_YOUR INSTRUCTIONS_: Return the lines below in which the string "position" occurs.

----

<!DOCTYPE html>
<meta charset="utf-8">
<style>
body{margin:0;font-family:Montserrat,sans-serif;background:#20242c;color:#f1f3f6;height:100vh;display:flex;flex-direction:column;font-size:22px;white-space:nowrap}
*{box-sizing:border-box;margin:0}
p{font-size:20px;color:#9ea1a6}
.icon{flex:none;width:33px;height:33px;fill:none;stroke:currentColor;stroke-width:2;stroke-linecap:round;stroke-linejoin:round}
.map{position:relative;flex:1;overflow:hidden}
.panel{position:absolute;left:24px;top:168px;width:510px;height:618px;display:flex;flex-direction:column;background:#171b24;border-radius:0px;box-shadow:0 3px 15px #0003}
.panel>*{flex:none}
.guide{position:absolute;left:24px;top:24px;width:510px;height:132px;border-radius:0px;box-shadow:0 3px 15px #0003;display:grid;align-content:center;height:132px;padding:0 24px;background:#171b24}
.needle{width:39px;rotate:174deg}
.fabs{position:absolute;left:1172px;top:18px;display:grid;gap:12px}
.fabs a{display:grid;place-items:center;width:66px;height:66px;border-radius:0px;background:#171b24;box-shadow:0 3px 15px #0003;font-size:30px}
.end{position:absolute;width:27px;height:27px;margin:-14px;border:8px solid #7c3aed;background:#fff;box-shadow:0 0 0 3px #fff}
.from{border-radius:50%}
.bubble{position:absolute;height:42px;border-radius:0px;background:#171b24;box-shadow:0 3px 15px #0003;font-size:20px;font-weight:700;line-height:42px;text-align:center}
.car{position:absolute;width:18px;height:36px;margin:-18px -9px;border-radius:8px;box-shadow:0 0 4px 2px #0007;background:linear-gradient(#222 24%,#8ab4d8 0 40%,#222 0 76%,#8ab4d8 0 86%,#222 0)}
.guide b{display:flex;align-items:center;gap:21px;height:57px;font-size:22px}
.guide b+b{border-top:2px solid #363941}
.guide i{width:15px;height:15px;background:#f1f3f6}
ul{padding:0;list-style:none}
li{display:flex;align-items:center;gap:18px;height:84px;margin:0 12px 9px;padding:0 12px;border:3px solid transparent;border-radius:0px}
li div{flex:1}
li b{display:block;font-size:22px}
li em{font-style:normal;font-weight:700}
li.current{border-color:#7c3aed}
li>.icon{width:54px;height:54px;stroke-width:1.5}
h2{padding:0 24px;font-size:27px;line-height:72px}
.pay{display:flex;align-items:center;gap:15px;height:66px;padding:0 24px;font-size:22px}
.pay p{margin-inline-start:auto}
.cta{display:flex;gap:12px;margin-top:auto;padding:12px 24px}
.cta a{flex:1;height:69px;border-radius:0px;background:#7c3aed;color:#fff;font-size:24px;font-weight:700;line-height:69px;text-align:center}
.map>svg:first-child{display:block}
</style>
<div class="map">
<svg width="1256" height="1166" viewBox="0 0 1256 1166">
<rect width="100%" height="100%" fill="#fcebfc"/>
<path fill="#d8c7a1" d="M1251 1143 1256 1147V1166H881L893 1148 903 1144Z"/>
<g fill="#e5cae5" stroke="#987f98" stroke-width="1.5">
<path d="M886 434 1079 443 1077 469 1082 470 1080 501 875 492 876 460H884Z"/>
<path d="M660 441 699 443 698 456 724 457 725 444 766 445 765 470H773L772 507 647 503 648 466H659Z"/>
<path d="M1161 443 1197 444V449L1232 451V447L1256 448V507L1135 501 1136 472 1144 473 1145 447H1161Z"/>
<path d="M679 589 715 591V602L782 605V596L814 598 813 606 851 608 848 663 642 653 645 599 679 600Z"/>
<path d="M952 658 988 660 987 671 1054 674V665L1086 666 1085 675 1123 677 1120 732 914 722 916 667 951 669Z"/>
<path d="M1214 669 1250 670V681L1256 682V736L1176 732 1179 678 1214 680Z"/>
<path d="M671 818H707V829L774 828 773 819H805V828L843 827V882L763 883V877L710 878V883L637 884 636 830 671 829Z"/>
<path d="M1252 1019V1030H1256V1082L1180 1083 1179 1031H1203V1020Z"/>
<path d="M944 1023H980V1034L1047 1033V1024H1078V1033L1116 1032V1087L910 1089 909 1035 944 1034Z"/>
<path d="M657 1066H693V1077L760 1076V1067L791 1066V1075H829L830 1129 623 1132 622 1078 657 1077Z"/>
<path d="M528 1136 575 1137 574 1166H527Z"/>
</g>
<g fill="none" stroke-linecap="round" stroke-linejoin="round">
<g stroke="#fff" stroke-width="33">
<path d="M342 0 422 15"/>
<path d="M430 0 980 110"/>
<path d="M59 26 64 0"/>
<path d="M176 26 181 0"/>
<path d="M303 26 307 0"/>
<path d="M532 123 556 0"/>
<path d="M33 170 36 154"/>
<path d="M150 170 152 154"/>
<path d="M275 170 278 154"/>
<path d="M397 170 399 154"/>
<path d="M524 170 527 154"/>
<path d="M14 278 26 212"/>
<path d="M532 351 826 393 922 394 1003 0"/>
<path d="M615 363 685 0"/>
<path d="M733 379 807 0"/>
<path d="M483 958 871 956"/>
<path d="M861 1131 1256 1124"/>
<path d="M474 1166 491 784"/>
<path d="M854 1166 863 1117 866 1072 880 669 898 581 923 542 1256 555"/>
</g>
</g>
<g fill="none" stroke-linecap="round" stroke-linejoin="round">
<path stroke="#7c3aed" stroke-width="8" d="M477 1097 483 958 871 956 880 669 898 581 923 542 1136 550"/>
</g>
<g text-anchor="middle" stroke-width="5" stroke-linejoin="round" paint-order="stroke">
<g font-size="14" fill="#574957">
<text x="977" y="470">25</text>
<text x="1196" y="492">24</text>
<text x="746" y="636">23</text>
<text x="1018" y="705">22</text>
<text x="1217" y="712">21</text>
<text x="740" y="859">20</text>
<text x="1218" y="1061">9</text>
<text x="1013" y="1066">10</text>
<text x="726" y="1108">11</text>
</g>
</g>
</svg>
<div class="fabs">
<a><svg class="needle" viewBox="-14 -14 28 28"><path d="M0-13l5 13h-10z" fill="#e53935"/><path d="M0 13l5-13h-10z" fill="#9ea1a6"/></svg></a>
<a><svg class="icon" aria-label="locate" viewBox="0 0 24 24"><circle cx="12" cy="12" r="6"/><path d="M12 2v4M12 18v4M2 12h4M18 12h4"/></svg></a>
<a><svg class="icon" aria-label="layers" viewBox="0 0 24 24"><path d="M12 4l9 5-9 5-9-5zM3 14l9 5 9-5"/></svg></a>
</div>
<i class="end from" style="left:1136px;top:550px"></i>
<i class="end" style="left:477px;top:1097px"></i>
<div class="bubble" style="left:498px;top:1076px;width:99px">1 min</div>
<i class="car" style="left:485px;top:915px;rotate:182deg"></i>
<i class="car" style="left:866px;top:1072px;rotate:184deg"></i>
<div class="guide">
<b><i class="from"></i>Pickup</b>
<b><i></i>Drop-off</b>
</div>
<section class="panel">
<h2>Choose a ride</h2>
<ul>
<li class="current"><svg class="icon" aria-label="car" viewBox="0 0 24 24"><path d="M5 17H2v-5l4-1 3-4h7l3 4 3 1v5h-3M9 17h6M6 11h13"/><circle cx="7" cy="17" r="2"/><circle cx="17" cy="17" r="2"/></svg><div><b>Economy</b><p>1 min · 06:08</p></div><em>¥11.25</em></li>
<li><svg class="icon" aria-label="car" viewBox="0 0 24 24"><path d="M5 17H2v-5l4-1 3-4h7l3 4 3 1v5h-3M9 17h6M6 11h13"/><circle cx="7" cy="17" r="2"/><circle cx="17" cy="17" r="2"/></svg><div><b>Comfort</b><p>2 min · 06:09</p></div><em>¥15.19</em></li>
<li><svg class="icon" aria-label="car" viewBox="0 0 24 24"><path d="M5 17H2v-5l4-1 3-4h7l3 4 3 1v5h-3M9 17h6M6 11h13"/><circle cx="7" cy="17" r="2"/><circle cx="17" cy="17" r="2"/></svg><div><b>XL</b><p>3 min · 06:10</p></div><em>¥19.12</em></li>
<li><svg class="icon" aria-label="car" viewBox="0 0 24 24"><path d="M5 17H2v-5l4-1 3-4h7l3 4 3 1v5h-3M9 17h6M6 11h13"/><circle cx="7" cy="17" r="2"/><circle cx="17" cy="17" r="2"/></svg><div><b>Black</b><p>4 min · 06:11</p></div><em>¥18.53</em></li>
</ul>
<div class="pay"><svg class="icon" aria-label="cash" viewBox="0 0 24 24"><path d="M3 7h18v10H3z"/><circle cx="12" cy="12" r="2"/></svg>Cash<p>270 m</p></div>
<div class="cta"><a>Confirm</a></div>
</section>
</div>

----

_OUTPUT BELOW_:
.map{position:relative;flex:1;overflow:hidden}
.panel{position:absolute;left:24px;top:168px;width:510px;height:618px;display:flex;flex-direction:column;background:#171b24;border-radius:0px;box-shadow:0 3px 15px #0003}
.guide{position:absolute;left:24px;top:24px;width:510px;height:132px;border-radius:0px;box-shadow:0 3px 15px #0003;display:grid;align-content:center;height:132px;padding:0 24px;background:#171b24}
.fabs{position:absolute;left:1172px;top:18px;display:grid;gap:12px}
.end{position:absolute;width:27px;height:27px;margin:-14px;border:8px solid #7c3aed;background:#fff;box-shadow:0 0 0 3px #fff}
.bubble{position:absolute;height:42px;border-radius:0px;background:#171b24;box-shadow:0 3px 15px #0003;font-size:20px;font-weight:700;line-height:42px;text-align:center}
.car{position:absolute;width:18px;height:36px;margin:-18px -9px;border-radius:8px;box-shadow:0 0 4px 2px #0007;background:linear-gradient(#222 24%,#8ab4d8 0 40%,#222 0 76%,#8ab4d8 0 86%,#222 0)}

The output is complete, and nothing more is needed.